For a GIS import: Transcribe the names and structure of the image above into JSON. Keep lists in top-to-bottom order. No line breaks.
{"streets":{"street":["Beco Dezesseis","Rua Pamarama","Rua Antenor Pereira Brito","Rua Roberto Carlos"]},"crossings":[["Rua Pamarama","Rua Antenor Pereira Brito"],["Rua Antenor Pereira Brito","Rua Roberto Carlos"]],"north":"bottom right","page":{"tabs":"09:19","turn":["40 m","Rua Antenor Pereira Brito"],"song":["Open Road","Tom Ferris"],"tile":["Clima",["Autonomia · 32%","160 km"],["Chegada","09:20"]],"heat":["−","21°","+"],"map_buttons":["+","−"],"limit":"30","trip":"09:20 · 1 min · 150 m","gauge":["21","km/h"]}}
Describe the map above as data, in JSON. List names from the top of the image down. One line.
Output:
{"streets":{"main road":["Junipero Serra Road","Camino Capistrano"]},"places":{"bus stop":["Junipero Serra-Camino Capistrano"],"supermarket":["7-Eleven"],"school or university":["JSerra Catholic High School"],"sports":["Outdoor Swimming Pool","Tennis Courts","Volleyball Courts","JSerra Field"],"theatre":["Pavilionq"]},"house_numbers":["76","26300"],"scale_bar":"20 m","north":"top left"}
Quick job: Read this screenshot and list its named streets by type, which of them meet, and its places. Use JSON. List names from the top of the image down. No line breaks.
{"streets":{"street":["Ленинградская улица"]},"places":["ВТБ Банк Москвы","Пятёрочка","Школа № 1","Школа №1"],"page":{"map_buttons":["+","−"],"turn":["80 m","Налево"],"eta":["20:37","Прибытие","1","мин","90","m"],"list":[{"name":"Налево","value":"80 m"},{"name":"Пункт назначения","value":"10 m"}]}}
○ ○ ○
## PROBLEM REQUIREMENTS
Copy, without any change, the lines from the one that contains "Quick job: Read" to the final line of the entries above.

## PROBLEM SOLUTION
Quick job: Read this screenshot and list its named streets by type, which of them meet, and its places. Use JSON. List names from the top of the image down. No line breaks.
{"streets":{"street":["Ленинградская улица"]},"places":["ВТБ Банк Москвы","Пятёрочка","Школа № 1","Школа №1"],"page":{"map_buttons":["+","−"],"turn":["80 m","Налево"],"eta":["20:37","Прибытие","1","мин","90","m"],"list":[{"name":"Налево","value":"80 m"},{"name":"Пункт назначения","value":"10 m"}]}}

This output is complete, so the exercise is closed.